What to work on:
Filter the entries for the word "controls". Copy each line in which it occurs.

*** Task material ***

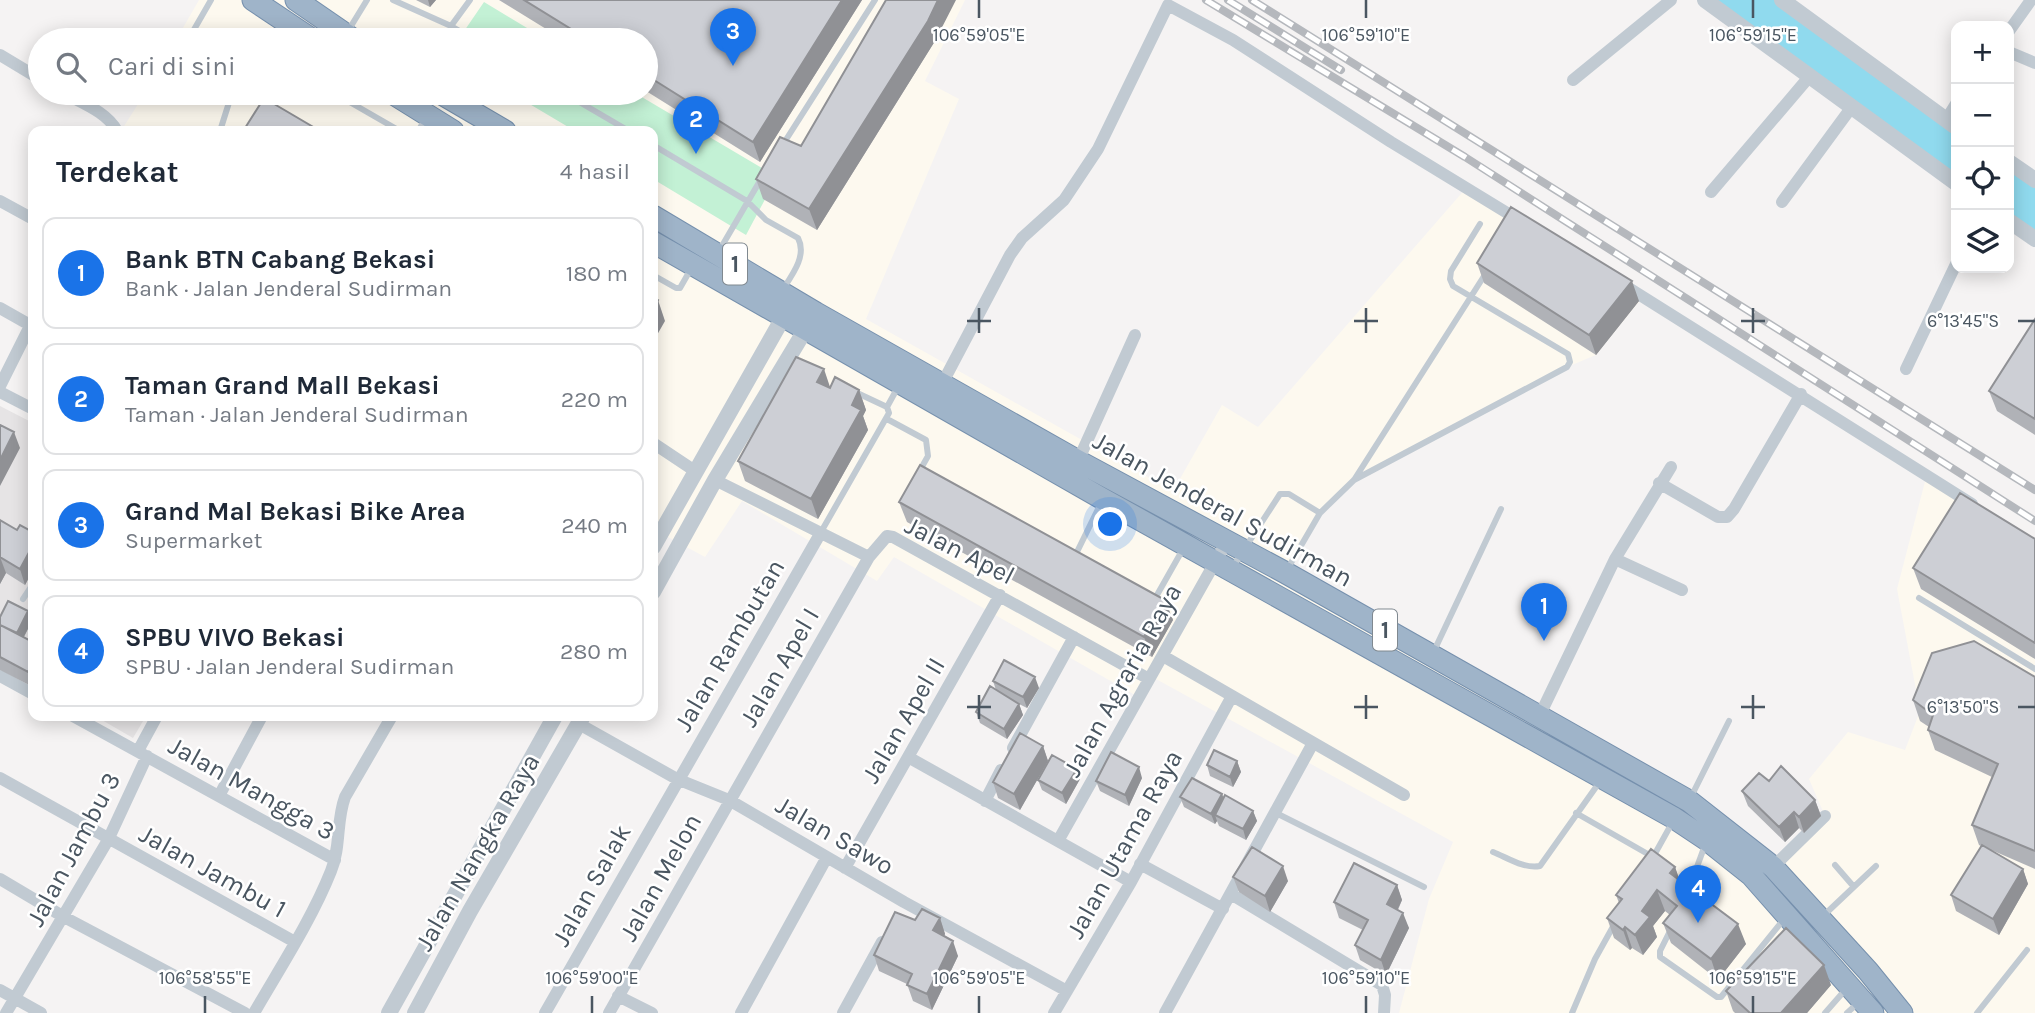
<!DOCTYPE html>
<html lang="id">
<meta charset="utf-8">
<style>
:root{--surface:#fff;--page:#f2f2f3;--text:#1f2937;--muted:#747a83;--line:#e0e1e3;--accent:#1a73e8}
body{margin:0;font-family:Karla,sans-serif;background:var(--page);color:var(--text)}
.controls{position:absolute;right:21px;top:21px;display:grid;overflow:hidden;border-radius:14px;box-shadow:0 4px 18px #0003}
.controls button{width:63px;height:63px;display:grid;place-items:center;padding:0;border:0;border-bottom:2px solid var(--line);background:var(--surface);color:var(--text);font:35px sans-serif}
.you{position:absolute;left:1111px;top:525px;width:24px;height:24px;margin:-18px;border:5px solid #fff;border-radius:50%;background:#1a73e8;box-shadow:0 0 0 10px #1a73e833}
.badge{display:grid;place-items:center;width:46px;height:46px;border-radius:50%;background:var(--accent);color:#fff;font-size:23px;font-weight:700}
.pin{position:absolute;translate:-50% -58px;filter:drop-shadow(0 2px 4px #0008)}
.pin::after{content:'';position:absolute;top:37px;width:24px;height:21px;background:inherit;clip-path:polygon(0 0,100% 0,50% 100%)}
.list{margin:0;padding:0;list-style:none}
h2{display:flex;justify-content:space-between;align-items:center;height:91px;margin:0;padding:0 28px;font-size:30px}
h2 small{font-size:23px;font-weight:400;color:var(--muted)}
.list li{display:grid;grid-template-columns:46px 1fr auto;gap:21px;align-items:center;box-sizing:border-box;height:112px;margin:0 14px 14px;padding:0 14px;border:2px solid var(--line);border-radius:14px}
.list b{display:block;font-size:26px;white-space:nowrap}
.list p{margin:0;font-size:23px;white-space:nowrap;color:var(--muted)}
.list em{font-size:23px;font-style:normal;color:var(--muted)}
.icon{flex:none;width:38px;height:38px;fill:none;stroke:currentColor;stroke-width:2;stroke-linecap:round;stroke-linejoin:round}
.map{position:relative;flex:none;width:2035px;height:1013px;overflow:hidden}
.search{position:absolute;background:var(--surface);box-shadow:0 4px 18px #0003;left:28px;top:28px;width:630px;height:77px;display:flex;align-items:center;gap:18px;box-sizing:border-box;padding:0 24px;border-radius:38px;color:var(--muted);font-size:26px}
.panel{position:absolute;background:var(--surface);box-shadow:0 4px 18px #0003;left:28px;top:126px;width:630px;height:595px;border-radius:14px}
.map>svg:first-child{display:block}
.commercial{fill:#fdf9ef}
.education{fill:#e6e4e5}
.green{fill:#c3f1d5}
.water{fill:#90daee}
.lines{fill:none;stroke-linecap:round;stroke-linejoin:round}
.trunk-casing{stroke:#7690ad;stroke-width:23}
.service{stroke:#c1cad2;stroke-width:6}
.minor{stroke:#c1cad2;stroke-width:12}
.tertiary{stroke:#c1cad2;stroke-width:16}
.trunk{stroke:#9fb4c9;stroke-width:21}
.rail-casing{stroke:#b5b8bd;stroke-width:8}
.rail{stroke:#fff;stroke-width:5;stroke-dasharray:16;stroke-linecap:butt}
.wall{fill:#b0b2b7}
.shaded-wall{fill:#909195}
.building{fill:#cdcfd5;stroke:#909195;stroke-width:2}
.ticks{fill:none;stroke:#4a5661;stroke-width:2.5}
.labels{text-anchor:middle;stroke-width:5;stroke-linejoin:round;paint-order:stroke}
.shield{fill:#fff;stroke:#808990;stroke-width:2}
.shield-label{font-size:24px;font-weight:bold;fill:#4a5661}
.street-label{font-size:26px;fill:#4a5661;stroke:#fff}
.ticks-label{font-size:18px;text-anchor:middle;fill:#4a5661;stroke:#fff;stroke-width:5;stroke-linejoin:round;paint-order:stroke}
</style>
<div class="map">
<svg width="2035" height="1013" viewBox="0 0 2035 1013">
<rect width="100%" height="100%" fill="#f5f3f3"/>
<!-- commercial -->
<path class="commercial" d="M199,0H965L925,81L959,99L866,319L1173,491L1222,405L1258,427L1467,187L1643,297L1596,355L1567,367L1354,480L1320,513L1286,573L1539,717L1773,866L1825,816L1809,779L1848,732L1905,750L1920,711L1897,589L1927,474L2035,544V1013H1399L1429,899L1453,842L1156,679L1142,699L894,557L877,581L742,501L705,557L653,529V131H121L145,93H646V40H176Z"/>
<!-- education -->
<path class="education" d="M0,406L33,423V681L0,662Z
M95,716H146L133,738Z"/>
<!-- green -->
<path class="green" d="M484,2L547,40H458Z
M511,93H635L777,177L746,235L653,179V131H575Z"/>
<!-- water -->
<path class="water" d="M1705,0H1782L1956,127V183Z
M2009,162L2035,180V239L2009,221Z"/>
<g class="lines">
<!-- trunk casing -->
<g class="trunk-casing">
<path id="trunk" d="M253,0L313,40
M296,0L354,40
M392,93L453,131
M440,93L505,131
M653,216L816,313L1078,461L1286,573L1689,801L1773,867L1868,971L1902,1013
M653,242L1103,499L1674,818L1707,840L1751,875L1873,1013"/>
</g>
<!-- service -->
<path class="service" d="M393,0L451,26L475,40
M451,26L470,0
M348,31L367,0
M188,40L211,0
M334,93L400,131
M564,93L629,131
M220,131L232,93
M418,131L426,118
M653,145L747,201L766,220L798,238C807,255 793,274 783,289
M782,146L875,0
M719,251L761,179
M653,275L676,288H680L692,267
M887,407L898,387
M887,419L926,440L928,456L919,472
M1354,480L1567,367L1570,362L1568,354L1453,286L1450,279L1451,271L1480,224
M821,532L889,413L887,407L853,391
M1075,556L1101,503
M1232,568L1280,494H1289L1320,513
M1288,568L1320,513L1354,480L1486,273
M1151,597L1157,595L1183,549
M1919,598L2035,669
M23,599L33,584
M1434,651L1501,509
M1690,799L1729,721
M1276,813L1424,887
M1576,813L1653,857
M1493,852C1508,858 1524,869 1540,866L1601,780
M1652,859L1672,823
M1835,865L1854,887
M1687,894L1705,845
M1822,917L1876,866
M1670,931L1660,951V957L1717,997H1721L1784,919
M1572,1013L1595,959L1615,923
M1825,1013L1846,989
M1847,1013L1858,1003
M1977,1013L2027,950"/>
<!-- minor -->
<path class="minor" d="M2009,31L2031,0
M2009,52L2035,63
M0,55L40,79
M1573,80L1671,0
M64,93C82,103 107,112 117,131
M1946,120L1956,104
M1711,192L1809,77
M0,201L33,219
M1782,202L1851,108
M1624,285L1972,504
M0,308L30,325
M1906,369L1956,264
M942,384L1010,255L1022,238L1064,200L1098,149L1168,5L1233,40L1391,142L1522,222
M0,386L33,320
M0,392L33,409
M653,443L695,471
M1078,461L1135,335
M715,480L869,557
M1659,483L1718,517H1727L1734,509L1801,394
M1615,559L1682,590
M1163,656L1404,795
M0,676L33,694
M73,716L335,860
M1539,717L1615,559L1671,467
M579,724L677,779L729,800L904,902L1067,991
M1013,748L1074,637
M138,751L157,716
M908,757L1131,882
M0,778L295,942
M219,796L262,716
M985,801L1001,770
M1058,841L1227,541
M1140,864L1223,909
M1773,867L1825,816
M845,868L1000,595
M0,879L64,917L245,1013
M1231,894L1382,985L1385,995L1384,1013
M0,990L41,1013
M618,996L652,1013
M6,1013L108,840L147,756
M254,1013C280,968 312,919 331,871C341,847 336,821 345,797L392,716
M545,1013L820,534
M609,1013L869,557L887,536L893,537L1149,679
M741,1013L827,857
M843,1013L882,942
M1054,1013L1131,882L1232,696
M1165,1013L1313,743"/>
<!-- tertiary -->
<path class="tertiary" d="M1705,0L1956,183
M1782,0L1956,127
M2009,162L2035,180
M2009,221L2035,239
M653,547L788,309
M653,592L715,480L810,322
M389,1013L555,716
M415,1013L470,911L583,716"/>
<!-- trunk -->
<use href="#trunk" class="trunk"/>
<!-- rail casing -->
<g class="rail-casing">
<path id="rail" d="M1206,0L1465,157L2035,521
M1228,0L1341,70
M1252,0L2035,490"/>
</g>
<!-- rail -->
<use href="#rail" class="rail"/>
</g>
<!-- wall -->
<path class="wall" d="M416,0H436L430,7Z
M499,0H862L760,162L646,91V40H564Z
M935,41L817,230L763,199L756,179L801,146Z
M1477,263L1639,301L1596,355L1484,283Z
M2035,319V435L1997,411L1989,391Z
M830,387L859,390L866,410L863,416L868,430L818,519L745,481L738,461Z
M899,502L1165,600L1173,620L1152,657L907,522Z
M0,520L17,530L33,532V570L25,585L6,573L0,584Z
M2035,539V659L1921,589L1913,568Z
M0,617L32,621L24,637L33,642V687L0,670Z
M2035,677V869L1989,849L2023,869L2028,884L1999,935L1956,911L1951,895L1981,846L1979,845L1972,825L1992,777L1935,750L1928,730L1929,727L1920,721L1913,700Z
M993,681L1039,688L1027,708L1015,702L1019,704L1023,715L1007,739L980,723L976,712L996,690Z
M1043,746L1048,761L1020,810L998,798L993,782Z
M1237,761L1241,772L1233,787L1210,776L1207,765Z
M1142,778L1129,806L1100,791L1096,781Z
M1080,779L1066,804L1042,790L1038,780Z
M1769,781L1815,800L1821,816L1804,833L1799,828L1785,842L1748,806L1742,791Z
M1222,794L1223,798L1253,811L1257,821L1246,840L1219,826L1217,821L1215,824L1184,807L1180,797Z
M1675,867L1679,879L1746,944L1718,980L1671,943L1663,923L1670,915L1665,911L1653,926L1657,937L1643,955L1632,948L1630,950L1614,938L1607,918L1619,903L1616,895Z
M1233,877L1288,881L1270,912L1239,892Z
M1397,885L1402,900L1398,910L1409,928L1386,975L1360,960L1355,945L1363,930L1339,918L1334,902Z
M940,918L945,934L944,936L958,956L932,1010L913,1001L907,984L879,971L874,955L915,920Z
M1831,985L1807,1013H1735L1733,1011L1726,991Z"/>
<!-- shaded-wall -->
<path class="shaded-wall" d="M428,0H436L430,7Z
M842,0H862L760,162L753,142Z
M938,0H956L935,41L817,230L809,209Z
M1632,281L1639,301L1596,355L1589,335Z
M658,300L665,321L653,342V309Z
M824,369L831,390L817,382Z
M859,390L866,410L863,416L868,430L818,519L811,499Z
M14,432L20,448L0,486V460Z
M33,545V570L25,585L20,569Z
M0,557L6,573L0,584Z
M1165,600L1173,620L1152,657L1144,637Z
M28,611L32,621L20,644L16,634Z
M33,663V685L28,672Z
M1035,677L1039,688L1027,708L1023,697Z
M1019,704L1023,715L1007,739L1004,729Z
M1043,746L1048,761L1020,810L1014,794Z
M1237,761L1241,772L1233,787L1230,777Z
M1139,767L1142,778L1129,806L1125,795Z
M1077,769L1080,779L1066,804L1062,793Z
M1222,794L1226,805L1215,815L1217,821L1215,824L1211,814Z
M1815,800L1821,816L1804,833L1799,817Z
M1253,811L1257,821L1246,840L1243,829Z
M1794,812L1799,828L1785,842L1779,827Z
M1283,866L1288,881L1270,912L1265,896Z
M1675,867L1682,887L1670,873Z
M2023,869L2028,884L1999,935L1993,919Z
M1397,885L1402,900L1393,919L1387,904Z
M1657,890L1665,911L1653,926L1657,937L1643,955L1635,935L1642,911Z
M1403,913L1409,928L1386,975L1381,960Z
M940,918L945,934L939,946L933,930Z
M1738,924L1746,944L1718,980L1711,959Z
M1625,927L1632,948L1630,950L1623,930Z
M953,941L958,956L932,1010L927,994Z
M1824,965L1831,985L1807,1013H1781Z"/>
<!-- building -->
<path class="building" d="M524,0H842L753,142L646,75V40H589Z
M886,0H938L928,21L809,209L756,179L780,137L801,146Z
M264,98L320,131H251L245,128Z
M1511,207L1632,281L1589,335L1477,263Z
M653,297L658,300L653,309Z
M2035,319V419L1989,391Z
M796,357L824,369L817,382L830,388L835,377L859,390L852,405L861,410L811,499L738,461Z
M0,425L14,432L0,460Z
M920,465L1165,600L1144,637L899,502Z
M1960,493L2035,539V643L1913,568Z
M0,520L17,530L20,525L33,532V545L20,569L0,557Z
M8,601L28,611L17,633L0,625V617Z
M0,625L33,642V663L28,672L0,657Z
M1974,641L2035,677V851L1972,825L1998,764L1928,730L1933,715L1913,700L1932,653Z
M1004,660L1035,677L1023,697L993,681Z
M990,686L1019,704L1004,729L976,712Z
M1020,733L1043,746L1014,794L993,782Z
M1214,750L1237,761L1230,777L1207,765Z
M1111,752L1139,767L1125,795L1096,781Z
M1052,755L1077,769L1062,793L1038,780Z
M1781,766L1815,800L1799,817L1794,812L1779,827L1742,791L1759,773L1769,781Z
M1192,778L1222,794L1211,814L1180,797Z
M1225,795L1253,811L1243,829L1215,815Z
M1982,845L2023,869L1993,919L1951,895Z
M1252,847L1283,866L1265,896L1233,877Z
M1651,849L1675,867L1670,873L1738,924L1711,959L1663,923L1677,906L1657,890L1642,911L1650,917L1635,935L1625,927L1623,930L1607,918L1622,899L1616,895Z
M1354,863L1397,885L1387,904L1403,913L1381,960L1355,945L1368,920L1334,902Z
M922,909L940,918L933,930L953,941L927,994L907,985L912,974L874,955L895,912L915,920Z
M1786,928L1824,965L1781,1013H1750L1726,991Z"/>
<!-- ticks -->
<path class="ticks" d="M979,0V18M1366,0V18M1753,0V18M979,308V333M1366,308V333M1753,308V333M967,321H991M1354,321H1378M1741,321H1765M2018,321H2035M979,695V719M1366,695V719M1753,695V719M967,707H991M1354,707H1378M1741,707H1765M2018,707H2035M205,996V1013M592,996V1013M979,996V1013M1366,996V1013M1753,996V1013"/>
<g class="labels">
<!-- shield labels -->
<g class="shield">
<rect x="723" y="243.5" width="24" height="41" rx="5"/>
<rect x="1373" y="609.5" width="24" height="41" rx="5"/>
</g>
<g class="shield-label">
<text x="735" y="272">1</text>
<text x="1385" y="638">1</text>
</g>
<!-- street labels -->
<g class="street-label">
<text transform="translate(1223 509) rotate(29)" y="9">Jalan Jenderal Sudirman</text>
<text transform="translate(960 550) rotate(27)" y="9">Jalan Apel</text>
<text transform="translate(729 645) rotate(-60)" y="9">Jalan Rambutan</text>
<text transform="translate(779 667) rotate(-60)" y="9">Jalan Apel I</text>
<text transform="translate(1122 680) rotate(-61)" y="9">Jalan Agraria Raya</text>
<text transform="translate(903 720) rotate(-60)" y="9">Jalan Apel II</text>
<text transform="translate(252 788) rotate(29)" y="9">Jalan Mangga 3</text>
<text transform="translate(835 835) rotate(30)" y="9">Jalan Sawo</text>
<text transform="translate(1124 844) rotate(-61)" y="9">Jalan Utama Raya</text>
<text transform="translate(73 849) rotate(-62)" y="9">Jalan Jambu 3</text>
<text transform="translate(477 852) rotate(-60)" y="9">Jalan Nangka Raya</text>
<text transform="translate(213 871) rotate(29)" y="9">Jalan Jambu 1</text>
<text transform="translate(660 877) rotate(-61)" y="9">Jalan Melon</text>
<text transform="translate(591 885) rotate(-61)" y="9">Jalan Salak</text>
</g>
</g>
<g class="ticks-label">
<text x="979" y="41">106°59'05"E</text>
<text x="1366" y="41">106°59'10"E</text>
<text x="1753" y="41">106°59'15"E</text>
<text x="1963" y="327">6°13'45"S</text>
<text x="1963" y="713">6°13'50"S</text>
<text x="205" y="984">106°58'55"E</text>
<text x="592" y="984">106°59'00"E</text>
<text x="979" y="984">106°59'05"E</text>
<text x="1366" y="984">106°59'10"E</text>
<text x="1753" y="984">106°59'15"E</text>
</g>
</svg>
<div class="controls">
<button>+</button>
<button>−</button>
<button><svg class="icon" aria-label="locate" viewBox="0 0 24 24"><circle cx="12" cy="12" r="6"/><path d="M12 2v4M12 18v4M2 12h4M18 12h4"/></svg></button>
<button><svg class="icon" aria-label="layers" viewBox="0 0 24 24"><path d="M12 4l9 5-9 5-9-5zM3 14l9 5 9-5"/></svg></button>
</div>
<div class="you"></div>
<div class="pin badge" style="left:1544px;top:641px">1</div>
<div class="pin badge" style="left:696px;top:154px">2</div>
<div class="pin badge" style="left:733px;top:66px">3</div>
<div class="pin badge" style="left:1698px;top:923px">4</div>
<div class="search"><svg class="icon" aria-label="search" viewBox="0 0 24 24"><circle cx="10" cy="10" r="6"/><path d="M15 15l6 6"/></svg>Cari di sini</div>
<section class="panel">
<h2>Terdekat<small>4 hasil</small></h2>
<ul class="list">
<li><span class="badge">1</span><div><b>Bank BTN Cabang Bekasi</b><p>Bank · Jalan Jenderal Sudirman</p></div><em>180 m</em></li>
<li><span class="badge">2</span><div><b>Taman Grand Mall Bekasi</b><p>Taman · Jalan Jenderal Sudirman</p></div><em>220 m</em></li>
<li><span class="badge">3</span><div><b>Grand Mal Bekasi Bike Area</b><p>Supermarket</p></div><em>240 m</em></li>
<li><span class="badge">4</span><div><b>SPBU VIVO Bekasi</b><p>SPBU · Jalan Jenderal Sudirman</p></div><em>280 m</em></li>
</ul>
</section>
</div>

*** End of Task material ***

The completed task:
.controls{position:absolute;right:21px;top:21px;display:grid;overflow:hidden;border-radius:14px;box-shadow:0 4px 18px #0003}
.controls button{width:63px;height:63px;display:grid;place-items:center;padding:0;border:0;border-bottom:2px solid var(--line);background:var(--surface);color:var(--text);font:35px sans-serif}
<div class="controls">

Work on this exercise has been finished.